The group, which includes Volkswagen AG <VOWG_p.DE> and Audi AG <NSUG.DE>, intends to launch 15 of the so-called new energy vehicles (NEV) models over the next two to three years, and an additional 25 after 2025, China chief Jochem Heizmann told Reuters on Thursday.

China’s NEV production and sales quotas, which must be met by 2019, have prompted a flurry of electric car deals and new launches as automakers in China race to ensure they do not fall short. Automakers that do fall short will be required to buy credits.

Volkswagen currently has around 10 NEVs already on the market in China, although all are imported models with limited sales volumes, according to a company spokeswoman.

Heizmann, speaking ahead of the Guangzhou auto show, added that the group is aiming to sell 400,000 new energy vehicles per year in China by 2020 and 1.5 million per year by 2025. NEVs refer to all-electric battery cars and heavily electrified plug-in hybrids.

Heizmann said some of those models will have a 400-600km driving range on a single full charge. By comparison, Tesla’s <TSLA.O> model S has a range of 490km and as much as 632km depending on battery capacity, according to the company.

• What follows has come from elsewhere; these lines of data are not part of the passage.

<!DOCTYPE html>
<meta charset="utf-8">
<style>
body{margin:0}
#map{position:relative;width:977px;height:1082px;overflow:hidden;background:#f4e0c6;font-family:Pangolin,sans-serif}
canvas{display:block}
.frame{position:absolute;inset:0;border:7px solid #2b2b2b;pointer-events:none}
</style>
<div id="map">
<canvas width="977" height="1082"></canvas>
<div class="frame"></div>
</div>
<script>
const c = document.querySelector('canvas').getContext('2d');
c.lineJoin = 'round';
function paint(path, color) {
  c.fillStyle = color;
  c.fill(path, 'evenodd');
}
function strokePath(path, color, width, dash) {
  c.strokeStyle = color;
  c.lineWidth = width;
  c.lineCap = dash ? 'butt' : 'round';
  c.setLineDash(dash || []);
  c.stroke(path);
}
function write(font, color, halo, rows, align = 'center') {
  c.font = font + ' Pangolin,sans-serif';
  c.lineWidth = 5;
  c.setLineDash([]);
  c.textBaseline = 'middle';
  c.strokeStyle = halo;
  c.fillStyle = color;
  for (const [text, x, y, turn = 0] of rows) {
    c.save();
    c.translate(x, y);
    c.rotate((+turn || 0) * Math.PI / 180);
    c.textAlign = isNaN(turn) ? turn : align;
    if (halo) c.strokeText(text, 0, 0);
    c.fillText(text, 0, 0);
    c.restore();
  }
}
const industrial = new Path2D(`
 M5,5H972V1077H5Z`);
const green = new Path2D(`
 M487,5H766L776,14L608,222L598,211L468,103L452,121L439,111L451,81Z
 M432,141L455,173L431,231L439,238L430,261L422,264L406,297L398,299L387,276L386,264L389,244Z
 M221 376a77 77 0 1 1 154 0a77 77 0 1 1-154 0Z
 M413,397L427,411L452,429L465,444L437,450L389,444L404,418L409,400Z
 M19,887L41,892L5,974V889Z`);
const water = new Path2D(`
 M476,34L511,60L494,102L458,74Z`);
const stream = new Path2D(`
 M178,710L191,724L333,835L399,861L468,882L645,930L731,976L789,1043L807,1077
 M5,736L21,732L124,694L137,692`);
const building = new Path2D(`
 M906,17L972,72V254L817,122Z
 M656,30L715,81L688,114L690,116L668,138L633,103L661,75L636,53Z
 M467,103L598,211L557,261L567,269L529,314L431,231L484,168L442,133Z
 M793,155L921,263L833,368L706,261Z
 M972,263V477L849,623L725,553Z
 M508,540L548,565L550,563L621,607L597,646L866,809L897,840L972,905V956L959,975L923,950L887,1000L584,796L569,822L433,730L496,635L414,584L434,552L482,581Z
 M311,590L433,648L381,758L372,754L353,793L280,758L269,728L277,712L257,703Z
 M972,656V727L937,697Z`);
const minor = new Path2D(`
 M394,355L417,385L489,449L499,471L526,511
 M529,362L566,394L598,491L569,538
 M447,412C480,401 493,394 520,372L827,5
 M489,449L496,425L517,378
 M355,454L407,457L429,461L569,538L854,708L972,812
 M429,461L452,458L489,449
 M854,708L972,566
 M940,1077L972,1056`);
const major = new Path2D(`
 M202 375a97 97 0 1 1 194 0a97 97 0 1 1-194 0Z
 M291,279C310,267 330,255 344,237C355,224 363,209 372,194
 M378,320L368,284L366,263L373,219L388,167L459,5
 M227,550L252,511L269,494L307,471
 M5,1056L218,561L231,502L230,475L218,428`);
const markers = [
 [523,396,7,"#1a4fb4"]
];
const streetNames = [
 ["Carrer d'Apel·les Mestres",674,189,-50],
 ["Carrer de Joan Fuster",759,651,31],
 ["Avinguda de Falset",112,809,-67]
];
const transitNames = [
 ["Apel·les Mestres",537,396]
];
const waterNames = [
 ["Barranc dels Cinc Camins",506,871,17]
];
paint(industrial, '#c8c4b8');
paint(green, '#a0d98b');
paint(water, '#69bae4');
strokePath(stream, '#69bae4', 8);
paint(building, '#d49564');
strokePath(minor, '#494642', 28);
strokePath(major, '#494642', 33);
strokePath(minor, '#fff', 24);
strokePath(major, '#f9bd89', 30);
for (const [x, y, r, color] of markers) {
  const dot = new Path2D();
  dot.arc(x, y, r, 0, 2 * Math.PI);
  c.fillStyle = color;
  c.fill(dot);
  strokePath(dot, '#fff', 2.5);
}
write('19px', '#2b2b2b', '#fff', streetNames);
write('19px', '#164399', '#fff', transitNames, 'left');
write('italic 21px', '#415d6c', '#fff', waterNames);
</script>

The Volkswagen Group is also confident that its group companies and their local China joint venture partners will be able to generate enough NEV sales volume to account for NEV quotas by 2019, Heizmann said, adding that there will be no need to buy credits.

“We need high volumes of new energy vehicles… we are working on full speed on that.”

Last week, General Motors Co’s China chief Matt Tsien told reporters GM’s China joint ventures will be able to generate enough NEV sales volume to account for NEV quotas by 2019 and without the need to buy credits.

Tsien said both GM <GM.N> and its China joint-venture partners “are working to at least meet, if not exceed, those credit mandate requirements.”

The Guangzhou auto show starts on Friday.